In an Office Romance, Do Not Email Him Every Time He Emails You Unless It's Business Related
We'd like to heartily advise against emailing him AT ALL from work unless it's business related. In today's job market, with so many at-will employment states, it's best to keep your business and personal life as far apart as possible. If you're dating someone at the office, keep in mind that many employers have fraternization policies, and still more keep careful tabs on every email their employees send. Stick to a personal email or text instead. It's much safer.
It's a Fantasy Relationship Unless a Man Asks You Out
When it was written, this rule was to remind women that fantasizing about the man of their dreams did them no good, and that it was silly to waste this time unless the man had actually asked them out. We're moving into 2013 now, however, and this rule seems pretty archaic. If you're interested in a man, it's perfectly acceptable to ask him out for a drink or a meal. Don't spend your time waiting around for him to ask you, when you could be making the first move!
Close the Deal
This is another rule that's outlived its usefulness, stating that if he hasn't proposed by the time the relationship hits the two year mark, he's not going to and you should move on.
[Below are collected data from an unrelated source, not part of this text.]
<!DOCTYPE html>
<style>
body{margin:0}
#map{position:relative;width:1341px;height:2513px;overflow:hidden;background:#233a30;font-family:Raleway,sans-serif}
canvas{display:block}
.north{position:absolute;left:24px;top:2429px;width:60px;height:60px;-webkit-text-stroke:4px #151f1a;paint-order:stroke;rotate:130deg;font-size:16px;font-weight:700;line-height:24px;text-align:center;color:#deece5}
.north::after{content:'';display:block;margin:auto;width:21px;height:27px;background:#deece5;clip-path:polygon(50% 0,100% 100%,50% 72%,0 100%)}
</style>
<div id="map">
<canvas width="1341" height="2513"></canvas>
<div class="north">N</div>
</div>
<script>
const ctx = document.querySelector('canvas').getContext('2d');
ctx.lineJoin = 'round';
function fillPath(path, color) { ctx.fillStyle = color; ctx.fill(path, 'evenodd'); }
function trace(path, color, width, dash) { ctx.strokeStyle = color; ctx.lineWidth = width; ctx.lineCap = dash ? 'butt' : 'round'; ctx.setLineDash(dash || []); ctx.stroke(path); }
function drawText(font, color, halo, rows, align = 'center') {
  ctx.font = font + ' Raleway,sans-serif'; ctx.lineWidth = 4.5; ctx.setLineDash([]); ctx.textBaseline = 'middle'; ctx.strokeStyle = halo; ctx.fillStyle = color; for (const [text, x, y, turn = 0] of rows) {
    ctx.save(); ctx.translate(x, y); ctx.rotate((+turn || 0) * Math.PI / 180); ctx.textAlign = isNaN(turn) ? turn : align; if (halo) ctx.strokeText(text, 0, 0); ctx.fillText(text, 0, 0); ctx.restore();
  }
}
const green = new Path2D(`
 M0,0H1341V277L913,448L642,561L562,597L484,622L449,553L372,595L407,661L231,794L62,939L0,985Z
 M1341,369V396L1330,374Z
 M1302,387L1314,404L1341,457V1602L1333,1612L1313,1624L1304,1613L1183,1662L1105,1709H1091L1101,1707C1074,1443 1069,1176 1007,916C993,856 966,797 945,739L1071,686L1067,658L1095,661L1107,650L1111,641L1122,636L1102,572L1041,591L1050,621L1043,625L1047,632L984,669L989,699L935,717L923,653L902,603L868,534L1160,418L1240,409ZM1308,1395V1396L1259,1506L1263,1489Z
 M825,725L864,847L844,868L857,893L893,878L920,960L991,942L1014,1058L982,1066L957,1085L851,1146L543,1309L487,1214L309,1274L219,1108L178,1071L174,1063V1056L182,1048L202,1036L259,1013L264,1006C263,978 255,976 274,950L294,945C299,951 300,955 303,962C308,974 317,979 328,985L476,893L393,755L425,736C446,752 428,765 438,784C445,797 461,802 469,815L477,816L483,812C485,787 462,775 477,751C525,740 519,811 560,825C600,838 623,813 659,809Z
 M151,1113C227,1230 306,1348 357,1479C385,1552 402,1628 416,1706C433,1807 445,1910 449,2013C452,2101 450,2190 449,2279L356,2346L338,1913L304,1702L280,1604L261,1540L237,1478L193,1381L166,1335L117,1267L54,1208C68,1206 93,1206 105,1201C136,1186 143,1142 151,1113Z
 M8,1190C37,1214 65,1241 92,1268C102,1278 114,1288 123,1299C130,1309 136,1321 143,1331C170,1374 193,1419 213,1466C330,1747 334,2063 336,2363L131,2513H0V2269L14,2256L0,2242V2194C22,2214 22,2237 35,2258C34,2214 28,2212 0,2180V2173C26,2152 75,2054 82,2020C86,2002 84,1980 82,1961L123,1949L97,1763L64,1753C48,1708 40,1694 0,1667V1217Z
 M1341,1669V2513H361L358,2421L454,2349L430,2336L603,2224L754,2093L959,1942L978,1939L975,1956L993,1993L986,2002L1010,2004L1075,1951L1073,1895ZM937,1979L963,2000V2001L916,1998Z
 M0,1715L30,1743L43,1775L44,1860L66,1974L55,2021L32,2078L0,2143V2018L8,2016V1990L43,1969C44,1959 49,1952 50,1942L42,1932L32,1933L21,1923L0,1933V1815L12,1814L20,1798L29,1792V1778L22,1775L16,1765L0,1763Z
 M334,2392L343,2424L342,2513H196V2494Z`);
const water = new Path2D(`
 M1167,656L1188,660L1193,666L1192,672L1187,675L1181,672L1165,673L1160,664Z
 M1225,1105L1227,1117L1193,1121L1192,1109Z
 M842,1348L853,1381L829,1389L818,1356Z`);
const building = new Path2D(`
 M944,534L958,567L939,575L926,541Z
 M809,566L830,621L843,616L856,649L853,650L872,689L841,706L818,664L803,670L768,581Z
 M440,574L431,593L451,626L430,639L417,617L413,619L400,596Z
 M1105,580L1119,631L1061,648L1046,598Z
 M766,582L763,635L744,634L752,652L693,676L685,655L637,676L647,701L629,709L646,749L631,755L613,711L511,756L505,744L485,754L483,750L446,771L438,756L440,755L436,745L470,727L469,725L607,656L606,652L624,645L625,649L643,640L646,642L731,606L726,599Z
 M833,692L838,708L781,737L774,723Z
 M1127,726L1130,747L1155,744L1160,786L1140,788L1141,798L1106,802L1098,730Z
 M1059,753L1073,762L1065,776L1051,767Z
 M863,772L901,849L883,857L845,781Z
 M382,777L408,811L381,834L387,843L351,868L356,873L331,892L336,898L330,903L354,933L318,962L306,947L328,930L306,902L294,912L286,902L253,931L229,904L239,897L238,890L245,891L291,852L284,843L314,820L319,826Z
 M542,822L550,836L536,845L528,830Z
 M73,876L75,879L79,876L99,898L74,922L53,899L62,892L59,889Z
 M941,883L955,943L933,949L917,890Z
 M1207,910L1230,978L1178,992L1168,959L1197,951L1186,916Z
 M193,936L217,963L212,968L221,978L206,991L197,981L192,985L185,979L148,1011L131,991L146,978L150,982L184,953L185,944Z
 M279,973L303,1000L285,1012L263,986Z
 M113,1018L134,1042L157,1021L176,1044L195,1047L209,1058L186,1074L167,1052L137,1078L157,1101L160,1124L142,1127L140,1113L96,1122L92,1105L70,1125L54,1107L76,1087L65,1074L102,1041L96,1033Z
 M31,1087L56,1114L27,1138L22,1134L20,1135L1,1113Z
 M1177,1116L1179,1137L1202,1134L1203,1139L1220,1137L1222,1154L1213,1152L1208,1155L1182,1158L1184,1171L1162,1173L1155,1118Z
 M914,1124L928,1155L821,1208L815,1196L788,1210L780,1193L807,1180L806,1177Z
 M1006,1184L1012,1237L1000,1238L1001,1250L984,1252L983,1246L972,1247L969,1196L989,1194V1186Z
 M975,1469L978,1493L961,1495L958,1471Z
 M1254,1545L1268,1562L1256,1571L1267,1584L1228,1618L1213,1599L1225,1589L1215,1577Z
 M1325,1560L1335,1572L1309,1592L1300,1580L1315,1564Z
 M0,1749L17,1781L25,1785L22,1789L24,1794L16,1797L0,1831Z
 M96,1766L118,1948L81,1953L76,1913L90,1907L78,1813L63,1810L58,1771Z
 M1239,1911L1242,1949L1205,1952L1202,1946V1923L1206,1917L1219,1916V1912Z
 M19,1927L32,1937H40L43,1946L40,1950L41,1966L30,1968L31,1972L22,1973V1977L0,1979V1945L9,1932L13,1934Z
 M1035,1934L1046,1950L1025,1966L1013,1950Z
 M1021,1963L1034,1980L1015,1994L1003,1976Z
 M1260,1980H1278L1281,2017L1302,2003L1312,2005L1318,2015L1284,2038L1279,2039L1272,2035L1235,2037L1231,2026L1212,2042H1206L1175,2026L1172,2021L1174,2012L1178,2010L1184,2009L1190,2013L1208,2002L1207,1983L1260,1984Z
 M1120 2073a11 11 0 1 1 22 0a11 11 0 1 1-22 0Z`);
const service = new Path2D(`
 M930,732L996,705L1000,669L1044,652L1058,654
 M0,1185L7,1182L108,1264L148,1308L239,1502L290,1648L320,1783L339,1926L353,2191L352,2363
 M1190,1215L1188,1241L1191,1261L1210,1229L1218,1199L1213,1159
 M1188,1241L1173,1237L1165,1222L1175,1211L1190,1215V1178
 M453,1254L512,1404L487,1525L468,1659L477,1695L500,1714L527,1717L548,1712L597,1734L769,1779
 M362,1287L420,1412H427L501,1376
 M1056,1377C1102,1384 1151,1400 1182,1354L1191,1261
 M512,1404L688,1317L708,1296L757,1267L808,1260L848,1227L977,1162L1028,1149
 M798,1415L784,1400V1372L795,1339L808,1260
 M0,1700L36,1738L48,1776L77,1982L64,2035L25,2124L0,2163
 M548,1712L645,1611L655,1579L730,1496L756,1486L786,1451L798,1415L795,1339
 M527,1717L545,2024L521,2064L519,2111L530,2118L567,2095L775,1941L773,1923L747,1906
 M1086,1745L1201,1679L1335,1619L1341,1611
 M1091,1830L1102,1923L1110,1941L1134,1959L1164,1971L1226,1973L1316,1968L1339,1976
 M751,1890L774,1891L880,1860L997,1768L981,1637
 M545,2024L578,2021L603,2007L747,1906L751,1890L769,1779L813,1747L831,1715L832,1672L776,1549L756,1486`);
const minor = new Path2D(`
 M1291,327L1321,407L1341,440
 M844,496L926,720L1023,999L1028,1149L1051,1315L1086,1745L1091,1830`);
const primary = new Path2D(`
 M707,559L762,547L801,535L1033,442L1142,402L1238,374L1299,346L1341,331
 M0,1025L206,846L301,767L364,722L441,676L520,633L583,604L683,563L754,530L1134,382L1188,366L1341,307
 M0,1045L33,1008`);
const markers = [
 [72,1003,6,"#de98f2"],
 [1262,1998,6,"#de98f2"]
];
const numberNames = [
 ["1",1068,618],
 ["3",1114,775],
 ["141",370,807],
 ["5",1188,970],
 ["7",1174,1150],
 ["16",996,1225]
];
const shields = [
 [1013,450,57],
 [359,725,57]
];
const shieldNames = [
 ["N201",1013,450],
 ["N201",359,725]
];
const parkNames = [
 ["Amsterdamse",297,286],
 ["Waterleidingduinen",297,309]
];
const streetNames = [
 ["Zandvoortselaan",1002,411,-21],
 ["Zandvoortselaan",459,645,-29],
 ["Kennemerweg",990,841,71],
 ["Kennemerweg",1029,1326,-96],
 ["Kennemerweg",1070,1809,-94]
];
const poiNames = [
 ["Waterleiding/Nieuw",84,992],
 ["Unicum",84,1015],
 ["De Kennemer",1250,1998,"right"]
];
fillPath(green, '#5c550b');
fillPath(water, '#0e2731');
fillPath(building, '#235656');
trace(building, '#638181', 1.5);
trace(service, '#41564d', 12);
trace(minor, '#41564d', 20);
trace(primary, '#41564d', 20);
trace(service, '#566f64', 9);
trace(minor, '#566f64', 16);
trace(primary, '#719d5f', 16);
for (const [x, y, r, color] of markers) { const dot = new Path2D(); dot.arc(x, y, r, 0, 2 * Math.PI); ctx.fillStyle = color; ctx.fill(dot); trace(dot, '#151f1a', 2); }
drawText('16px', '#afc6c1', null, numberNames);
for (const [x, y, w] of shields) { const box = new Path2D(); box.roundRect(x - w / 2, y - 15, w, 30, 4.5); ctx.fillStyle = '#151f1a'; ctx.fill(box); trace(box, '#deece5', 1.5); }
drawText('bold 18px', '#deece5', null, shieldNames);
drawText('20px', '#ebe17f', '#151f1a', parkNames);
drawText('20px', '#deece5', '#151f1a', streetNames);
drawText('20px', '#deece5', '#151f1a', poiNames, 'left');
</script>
Statistically, however, more and more couples are opting for long term partnership and cohabitation instead of marriage. For some women, marriage may still be the goal, but for others who have lived with their partner for many years, a two year cutoff seems rather silly.
While "The Rules" was an excellent self help book when it came out in the late '90s, only some parts of this book have stood the test of time. Women looking for more modern relationship advice, who are in a nontraditional relationship or who don't have marriage as a goal would be wise to seek help elsewhere.